My new girlfriend


#1

I am 27. I recently started going out with 'Sara.' We dated for a few weeks and since we both aren't looking elsewhere I thought it would be a good idea to ask her to be my girlfriend. She said yes. Sara is a very nice Catholic girl. She goes to Mass regularly and is not a cafeteria Catholic. However, she is very, very gorgeous. And she does have a lot of non-Catholic guy friends and admittedly, she says they mostly all have crushes on her. In addition, she works with her ex-boyfriend and still talks to him. How do I address this with her without sounding controlling? Of course I don't want to tell her to stop talking to anyone, but if she is committed to me, I don't see why she would maintain a relationship with an ex. In a moment of weakness, she slept with the ex. And from what it seems like, the ex really only had sex on his mind. Any good suggestions? Run for it? She does seem like she'd be a good influence in terms of my faith and that honestly is my #1 priority.


#2

It’s good that your highest priority is your faith. Try and make sure that every decision you make is made with this in mind.

You said that she slept with her ex in a moment of weakness, and that she has told you that many of her male friends are attracted to her. This is a red flag to me. By this I mean that “Sara” is probably going to have difficulties with temptations of pride and lust. This will be her cross to bear, but it might make it harder for you personally and you as a couple.

I heard once about how a good looking girl has a burden to bear because she is constantly flattered and praised for her beauty, it is harder for her to be humble. I thought it was funny when I first heard it, but now I see that it can be very true.

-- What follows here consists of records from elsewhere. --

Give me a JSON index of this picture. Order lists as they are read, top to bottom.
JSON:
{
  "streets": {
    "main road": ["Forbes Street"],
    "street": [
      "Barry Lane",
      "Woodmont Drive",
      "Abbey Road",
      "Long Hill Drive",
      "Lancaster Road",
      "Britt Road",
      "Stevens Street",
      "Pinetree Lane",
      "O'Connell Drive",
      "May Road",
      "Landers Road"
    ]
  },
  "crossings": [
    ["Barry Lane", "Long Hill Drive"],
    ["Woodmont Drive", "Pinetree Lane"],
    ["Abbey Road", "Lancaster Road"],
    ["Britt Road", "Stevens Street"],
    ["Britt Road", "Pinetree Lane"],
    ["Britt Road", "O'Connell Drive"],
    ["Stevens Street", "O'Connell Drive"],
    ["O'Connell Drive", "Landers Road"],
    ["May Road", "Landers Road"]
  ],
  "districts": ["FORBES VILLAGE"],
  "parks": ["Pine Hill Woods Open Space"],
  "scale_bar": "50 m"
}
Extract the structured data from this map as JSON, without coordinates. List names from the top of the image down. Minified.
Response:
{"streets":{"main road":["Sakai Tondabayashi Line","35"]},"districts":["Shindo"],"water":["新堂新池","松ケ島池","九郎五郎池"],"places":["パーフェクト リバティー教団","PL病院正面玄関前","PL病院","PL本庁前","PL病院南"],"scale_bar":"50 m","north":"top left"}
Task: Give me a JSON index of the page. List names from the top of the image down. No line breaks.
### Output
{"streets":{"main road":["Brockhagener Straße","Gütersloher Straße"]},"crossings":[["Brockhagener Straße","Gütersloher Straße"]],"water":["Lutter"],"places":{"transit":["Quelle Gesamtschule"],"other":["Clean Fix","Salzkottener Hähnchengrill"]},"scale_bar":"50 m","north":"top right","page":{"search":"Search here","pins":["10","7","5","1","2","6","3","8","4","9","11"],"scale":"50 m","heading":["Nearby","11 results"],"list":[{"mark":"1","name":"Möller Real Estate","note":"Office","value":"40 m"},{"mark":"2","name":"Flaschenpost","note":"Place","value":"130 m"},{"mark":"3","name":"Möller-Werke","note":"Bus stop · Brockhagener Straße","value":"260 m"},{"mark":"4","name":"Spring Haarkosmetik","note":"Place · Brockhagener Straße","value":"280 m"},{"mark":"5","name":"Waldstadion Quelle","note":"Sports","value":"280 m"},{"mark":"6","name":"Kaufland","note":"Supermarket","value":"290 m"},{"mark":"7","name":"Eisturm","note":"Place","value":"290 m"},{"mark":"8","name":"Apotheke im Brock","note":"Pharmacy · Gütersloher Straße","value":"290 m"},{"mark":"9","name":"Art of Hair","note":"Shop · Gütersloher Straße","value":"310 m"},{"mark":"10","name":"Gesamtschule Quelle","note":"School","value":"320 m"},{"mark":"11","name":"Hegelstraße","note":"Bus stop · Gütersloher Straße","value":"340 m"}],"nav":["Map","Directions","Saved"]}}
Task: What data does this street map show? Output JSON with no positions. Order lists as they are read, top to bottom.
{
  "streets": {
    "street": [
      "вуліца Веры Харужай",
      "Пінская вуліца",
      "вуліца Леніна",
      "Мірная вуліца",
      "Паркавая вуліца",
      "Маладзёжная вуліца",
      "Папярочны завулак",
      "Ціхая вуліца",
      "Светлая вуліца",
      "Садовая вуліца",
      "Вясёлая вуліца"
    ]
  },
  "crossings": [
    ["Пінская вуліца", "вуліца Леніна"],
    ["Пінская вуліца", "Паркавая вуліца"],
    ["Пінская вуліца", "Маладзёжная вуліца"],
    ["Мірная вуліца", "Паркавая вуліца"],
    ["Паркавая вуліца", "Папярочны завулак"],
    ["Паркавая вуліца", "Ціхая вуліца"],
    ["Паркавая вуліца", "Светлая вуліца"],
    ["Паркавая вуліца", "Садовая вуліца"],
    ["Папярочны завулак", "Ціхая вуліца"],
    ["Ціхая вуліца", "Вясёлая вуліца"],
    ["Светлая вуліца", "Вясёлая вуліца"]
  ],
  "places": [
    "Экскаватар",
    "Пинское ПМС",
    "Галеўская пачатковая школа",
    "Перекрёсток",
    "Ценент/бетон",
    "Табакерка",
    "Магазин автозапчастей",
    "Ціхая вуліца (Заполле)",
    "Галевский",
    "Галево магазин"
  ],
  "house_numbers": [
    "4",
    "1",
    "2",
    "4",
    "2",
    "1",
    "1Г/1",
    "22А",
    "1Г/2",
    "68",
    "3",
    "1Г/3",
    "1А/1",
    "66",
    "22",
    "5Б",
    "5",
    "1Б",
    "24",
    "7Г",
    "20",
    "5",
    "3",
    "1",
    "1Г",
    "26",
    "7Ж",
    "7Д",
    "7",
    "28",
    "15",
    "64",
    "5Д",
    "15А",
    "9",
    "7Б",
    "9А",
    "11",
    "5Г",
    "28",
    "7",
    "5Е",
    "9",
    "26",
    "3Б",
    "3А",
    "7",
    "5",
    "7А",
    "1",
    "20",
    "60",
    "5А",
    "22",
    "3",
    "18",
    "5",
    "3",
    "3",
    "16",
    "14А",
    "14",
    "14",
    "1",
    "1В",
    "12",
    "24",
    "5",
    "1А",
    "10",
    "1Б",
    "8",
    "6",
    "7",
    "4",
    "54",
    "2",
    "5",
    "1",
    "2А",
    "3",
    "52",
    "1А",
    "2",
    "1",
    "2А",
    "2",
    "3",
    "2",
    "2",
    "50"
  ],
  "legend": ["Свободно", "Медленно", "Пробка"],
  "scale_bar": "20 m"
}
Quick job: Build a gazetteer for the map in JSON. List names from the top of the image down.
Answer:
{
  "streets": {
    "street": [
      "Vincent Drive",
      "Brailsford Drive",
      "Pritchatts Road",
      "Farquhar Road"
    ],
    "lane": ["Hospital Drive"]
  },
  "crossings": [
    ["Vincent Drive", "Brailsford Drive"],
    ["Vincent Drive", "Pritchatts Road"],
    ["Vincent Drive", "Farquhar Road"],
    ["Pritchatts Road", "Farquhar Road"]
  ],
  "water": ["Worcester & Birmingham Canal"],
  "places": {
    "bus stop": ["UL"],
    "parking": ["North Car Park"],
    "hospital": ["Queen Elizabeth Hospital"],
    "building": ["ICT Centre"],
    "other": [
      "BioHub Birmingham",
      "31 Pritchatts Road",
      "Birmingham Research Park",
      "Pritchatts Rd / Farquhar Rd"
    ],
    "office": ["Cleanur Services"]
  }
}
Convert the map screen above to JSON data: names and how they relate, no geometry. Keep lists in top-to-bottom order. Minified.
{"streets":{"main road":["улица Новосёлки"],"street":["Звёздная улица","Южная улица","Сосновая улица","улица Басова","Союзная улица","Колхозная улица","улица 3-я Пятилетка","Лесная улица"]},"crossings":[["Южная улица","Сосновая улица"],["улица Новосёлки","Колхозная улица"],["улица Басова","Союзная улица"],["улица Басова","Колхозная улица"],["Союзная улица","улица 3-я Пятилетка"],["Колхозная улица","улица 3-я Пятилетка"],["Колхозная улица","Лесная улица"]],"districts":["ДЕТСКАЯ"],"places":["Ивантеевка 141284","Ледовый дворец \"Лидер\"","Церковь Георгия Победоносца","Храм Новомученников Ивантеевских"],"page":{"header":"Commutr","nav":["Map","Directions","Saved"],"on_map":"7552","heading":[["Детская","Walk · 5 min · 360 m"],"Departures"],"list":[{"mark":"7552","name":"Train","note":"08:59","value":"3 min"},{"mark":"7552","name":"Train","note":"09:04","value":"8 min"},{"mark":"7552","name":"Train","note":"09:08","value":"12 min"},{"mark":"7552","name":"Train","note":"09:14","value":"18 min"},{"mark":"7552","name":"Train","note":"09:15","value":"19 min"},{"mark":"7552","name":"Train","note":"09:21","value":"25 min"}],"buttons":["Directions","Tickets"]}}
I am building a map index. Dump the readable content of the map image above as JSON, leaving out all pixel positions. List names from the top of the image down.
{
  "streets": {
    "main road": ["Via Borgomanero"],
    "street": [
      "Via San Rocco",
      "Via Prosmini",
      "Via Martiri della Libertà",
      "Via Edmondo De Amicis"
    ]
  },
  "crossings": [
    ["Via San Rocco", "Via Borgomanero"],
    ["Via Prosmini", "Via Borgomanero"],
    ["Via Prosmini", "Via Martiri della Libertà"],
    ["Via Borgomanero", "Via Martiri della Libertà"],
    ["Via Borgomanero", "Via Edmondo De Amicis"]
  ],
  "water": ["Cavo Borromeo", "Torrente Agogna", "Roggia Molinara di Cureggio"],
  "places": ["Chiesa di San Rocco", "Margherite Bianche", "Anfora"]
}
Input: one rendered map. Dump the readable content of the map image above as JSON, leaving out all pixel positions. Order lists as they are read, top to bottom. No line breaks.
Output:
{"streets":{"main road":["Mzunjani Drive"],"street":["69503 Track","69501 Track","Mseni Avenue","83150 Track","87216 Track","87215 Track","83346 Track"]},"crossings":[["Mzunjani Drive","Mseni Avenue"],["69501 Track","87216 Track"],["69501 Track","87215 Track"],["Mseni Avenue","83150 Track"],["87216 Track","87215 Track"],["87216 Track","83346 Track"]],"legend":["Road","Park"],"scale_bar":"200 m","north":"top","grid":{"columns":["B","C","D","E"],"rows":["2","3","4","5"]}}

I can’t think of any advice to give you because I don’t know enough of your situation, but always make your decisions based on what’s best for your eternal salvation, and hers.


#3

Thank you :) I should note that when I said she slept with her ex in a time of weakness, it was when they were still going out! She didn't cheat on me already!! I do not think she has an issue with lust. For her, she slept with the individual because the individual was forcing himself on her and she was in a very weak moment in her life. It was a dark period in her life. We have spoken and we are both 100% committed to waiting until marriage.


#4

First of al, your girlfriend probably needs her job, and since she needs to behave appropriately at work, there is not much you can do about her talking to her ex at work. However, I would bring up that you are not comfortable with this ASAP. Mainly because once if it gets really serious, you don’t want to tell her only for her to say ‘Well, you knew about this all along’

Try and see if you can come to some agreement as to how much time she spends with him when you are not around eg, only see him in group activities, don’t slow dance with him . If she can not consider your feelings, run for your life

As for all her non-catholic guy friends that have crushes on her. Give me a break. I can’t believe when she told you this you didn’t roll on the floor laughing ‘How in love with your self are you ?’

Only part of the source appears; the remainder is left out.